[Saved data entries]
-=-=-
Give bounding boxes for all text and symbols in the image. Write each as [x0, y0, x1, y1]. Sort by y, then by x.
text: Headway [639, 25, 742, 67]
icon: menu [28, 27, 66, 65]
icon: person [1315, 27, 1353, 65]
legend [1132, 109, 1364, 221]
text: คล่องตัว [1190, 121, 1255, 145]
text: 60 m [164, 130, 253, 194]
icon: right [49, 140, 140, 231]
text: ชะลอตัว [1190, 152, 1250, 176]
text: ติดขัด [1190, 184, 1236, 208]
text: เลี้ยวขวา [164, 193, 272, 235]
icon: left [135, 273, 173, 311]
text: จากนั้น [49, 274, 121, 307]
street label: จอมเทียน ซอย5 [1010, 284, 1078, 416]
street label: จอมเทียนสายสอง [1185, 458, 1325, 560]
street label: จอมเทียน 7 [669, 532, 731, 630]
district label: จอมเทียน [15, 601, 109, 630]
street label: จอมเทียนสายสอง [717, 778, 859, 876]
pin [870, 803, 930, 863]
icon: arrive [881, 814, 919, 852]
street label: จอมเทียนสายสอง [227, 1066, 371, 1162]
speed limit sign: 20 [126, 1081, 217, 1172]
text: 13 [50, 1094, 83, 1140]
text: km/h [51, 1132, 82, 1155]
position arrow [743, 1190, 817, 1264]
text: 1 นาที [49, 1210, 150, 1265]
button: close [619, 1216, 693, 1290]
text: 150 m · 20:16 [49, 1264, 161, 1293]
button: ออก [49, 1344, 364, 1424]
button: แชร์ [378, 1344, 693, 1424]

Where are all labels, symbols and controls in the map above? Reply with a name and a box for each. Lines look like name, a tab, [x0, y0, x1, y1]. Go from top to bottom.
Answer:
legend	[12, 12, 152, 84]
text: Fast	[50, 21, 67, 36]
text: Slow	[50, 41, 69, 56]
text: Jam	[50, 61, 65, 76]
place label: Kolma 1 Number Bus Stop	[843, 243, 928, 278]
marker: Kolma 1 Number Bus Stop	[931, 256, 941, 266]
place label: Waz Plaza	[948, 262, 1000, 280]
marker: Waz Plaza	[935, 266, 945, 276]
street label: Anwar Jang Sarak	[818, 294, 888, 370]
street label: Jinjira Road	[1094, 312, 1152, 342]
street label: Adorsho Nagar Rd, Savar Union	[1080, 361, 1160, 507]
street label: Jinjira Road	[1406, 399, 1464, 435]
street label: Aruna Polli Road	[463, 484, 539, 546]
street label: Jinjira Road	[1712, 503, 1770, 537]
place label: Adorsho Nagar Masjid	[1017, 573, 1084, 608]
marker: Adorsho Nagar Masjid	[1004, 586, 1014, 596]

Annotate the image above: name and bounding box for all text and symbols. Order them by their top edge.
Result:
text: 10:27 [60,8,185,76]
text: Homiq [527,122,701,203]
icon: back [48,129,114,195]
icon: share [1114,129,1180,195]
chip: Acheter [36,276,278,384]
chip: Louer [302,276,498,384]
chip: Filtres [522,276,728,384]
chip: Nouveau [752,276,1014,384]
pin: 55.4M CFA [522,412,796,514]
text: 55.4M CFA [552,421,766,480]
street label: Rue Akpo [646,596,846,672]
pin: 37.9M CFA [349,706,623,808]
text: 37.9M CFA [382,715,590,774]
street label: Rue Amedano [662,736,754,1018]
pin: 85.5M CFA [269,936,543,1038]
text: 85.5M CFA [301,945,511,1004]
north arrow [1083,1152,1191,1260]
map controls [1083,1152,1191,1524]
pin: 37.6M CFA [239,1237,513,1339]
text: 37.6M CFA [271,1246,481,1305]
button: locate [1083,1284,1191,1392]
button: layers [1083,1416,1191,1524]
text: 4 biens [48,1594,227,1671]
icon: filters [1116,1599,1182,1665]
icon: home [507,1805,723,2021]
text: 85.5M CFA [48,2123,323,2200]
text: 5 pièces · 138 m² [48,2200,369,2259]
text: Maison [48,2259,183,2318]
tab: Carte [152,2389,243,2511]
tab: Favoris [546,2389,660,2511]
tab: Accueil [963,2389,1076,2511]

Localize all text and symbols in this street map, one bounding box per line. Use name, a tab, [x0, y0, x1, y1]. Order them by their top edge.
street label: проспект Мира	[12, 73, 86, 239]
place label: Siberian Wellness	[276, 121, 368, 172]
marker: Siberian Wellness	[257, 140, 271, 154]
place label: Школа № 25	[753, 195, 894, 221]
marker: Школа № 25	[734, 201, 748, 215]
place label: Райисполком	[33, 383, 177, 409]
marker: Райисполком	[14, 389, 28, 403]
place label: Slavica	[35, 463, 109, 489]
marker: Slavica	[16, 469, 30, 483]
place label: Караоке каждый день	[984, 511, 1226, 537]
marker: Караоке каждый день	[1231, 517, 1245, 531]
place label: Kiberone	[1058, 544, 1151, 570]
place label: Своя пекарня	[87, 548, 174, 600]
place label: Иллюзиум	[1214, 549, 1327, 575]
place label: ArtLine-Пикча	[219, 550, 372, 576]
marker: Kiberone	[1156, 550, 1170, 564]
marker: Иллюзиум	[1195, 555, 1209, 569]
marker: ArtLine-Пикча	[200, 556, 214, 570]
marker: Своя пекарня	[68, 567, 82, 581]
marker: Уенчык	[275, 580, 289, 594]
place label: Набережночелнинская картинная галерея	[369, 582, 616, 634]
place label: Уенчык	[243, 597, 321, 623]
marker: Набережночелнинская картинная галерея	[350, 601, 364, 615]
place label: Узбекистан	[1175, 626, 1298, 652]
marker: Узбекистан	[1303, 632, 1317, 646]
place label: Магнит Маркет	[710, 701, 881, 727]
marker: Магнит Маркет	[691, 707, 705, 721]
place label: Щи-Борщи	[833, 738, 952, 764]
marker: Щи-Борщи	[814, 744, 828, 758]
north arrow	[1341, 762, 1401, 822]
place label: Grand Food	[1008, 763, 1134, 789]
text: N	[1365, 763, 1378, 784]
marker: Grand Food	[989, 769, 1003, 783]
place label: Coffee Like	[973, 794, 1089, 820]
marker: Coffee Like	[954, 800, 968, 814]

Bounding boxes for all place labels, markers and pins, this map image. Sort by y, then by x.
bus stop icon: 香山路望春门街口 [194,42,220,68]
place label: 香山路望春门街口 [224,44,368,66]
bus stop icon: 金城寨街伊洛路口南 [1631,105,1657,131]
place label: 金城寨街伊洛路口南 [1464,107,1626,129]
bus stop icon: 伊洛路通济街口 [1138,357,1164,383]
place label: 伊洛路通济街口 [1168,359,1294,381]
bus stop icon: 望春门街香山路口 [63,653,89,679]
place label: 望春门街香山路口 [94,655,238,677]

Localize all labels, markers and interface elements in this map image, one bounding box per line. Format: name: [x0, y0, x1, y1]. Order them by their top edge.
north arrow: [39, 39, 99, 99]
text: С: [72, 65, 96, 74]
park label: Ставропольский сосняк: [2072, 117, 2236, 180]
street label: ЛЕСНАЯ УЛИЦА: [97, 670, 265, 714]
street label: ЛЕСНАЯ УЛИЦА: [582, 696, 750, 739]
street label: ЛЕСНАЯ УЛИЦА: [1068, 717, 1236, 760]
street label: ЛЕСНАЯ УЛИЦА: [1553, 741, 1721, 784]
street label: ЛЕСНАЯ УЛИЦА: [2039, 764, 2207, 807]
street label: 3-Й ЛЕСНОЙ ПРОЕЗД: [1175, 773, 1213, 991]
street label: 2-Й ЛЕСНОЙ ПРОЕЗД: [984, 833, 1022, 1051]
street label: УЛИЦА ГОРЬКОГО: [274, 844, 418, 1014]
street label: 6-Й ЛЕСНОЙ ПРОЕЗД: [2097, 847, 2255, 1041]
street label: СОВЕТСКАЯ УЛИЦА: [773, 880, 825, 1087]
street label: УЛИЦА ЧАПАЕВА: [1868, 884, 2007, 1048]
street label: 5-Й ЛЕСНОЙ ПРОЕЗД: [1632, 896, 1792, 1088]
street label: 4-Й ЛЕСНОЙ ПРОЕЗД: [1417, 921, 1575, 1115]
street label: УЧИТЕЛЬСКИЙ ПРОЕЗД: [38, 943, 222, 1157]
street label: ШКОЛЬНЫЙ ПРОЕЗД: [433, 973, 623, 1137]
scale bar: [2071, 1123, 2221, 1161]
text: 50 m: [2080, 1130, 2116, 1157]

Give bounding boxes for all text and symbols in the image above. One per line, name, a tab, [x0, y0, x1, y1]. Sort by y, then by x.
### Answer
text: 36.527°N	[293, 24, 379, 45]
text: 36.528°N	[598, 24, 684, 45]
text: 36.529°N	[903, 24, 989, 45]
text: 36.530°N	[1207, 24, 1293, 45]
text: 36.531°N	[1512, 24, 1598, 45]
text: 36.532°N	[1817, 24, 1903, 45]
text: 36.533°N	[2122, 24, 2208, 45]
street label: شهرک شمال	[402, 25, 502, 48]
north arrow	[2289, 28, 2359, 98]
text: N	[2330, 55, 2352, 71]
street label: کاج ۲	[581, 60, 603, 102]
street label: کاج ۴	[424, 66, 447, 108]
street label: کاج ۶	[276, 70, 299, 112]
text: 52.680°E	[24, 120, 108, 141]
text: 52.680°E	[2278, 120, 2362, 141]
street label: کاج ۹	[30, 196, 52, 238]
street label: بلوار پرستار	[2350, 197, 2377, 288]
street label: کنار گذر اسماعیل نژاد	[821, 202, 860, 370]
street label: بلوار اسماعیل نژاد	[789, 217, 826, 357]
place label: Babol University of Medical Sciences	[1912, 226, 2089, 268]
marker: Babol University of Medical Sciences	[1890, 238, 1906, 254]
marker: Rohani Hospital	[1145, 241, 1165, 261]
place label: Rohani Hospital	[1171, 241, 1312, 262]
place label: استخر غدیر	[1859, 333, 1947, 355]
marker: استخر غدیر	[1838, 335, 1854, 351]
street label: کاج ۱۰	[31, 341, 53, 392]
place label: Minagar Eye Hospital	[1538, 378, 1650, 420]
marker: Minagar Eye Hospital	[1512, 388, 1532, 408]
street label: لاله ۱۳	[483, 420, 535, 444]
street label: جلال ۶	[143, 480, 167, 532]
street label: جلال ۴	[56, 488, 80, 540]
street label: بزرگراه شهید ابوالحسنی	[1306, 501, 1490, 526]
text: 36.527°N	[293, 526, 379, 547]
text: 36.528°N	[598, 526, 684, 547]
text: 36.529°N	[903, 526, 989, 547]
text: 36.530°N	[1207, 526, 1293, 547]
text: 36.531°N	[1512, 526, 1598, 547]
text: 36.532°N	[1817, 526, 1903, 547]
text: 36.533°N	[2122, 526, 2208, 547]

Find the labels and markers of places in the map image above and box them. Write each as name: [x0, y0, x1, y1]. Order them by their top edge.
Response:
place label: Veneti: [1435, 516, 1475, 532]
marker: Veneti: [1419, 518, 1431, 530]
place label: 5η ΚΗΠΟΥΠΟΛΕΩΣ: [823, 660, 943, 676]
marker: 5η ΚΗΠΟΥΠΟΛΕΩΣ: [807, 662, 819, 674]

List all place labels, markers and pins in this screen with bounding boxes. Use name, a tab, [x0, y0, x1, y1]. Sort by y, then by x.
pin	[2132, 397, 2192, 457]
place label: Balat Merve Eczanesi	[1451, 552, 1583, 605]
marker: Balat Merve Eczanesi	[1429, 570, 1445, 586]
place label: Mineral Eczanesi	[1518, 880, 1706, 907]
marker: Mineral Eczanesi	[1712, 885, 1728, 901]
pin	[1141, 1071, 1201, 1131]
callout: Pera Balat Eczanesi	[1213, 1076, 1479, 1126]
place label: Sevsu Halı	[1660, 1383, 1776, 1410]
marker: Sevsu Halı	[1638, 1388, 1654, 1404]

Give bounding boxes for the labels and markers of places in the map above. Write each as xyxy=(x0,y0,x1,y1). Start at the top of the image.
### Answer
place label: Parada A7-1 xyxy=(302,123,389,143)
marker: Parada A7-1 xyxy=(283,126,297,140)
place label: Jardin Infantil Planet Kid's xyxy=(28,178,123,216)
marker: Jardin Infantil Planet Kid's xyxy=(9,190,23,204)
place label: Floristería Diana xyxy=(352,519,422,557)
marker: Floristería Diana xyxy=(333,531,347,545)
-=-=-
● PROBLEM DESCRIPTION
Exactly the lines from the one holding "List all place" through the end of the data are to be repeated, with both ends included.

● ANSWER SECTION
List all place labels, markers and pins in this screen with bounding boxes. Use name, a tab, [x0, y0, x1, y1]. Sort by y, then by x.
pin	[2132, 397, 2192, 457]
place label: Balat Merve Eczanesi	[1451, 552, 1583, 605]
marker: Balat Merve Eczanesi	[1429, 570, 1445, 586]
place label: Mineral Eczanesi	[1518, 880, 1706, 907]
marker: Mineral Eczanesi	[1712, 885, 1728, 901]
pin	[1141, 1071, 1201, 1131]
callout: Pera Balat Eczanesi	[1213, 1076, 1479, 1126]
place label: Sevsu Halı	[1660, 1383, 1776, 1410]
marker: Sevsu Halı	[1638, 1388, 1654, 1404]

Give bounding boxes for the labels and markers of places in the map above. Write each as xyxy=(x0,y0,x1,y1). Start at the top of the image.
### Answer
place label: Parada A7-1 xyxy=(302,123,389,143)
marker: Parada A7-1 xyxy=(283,126,297,140)
place label: Jardin Infantil Planet Kid's xyxy=(28,178,123,216)
marker: Jardin Infantil Planet Kid's xyxy=(9,190,23,204)
place label: Floristería Diana xyxy=(352,519,422,557)
marker: Floristería Diana xyxy=(333,531,347,545)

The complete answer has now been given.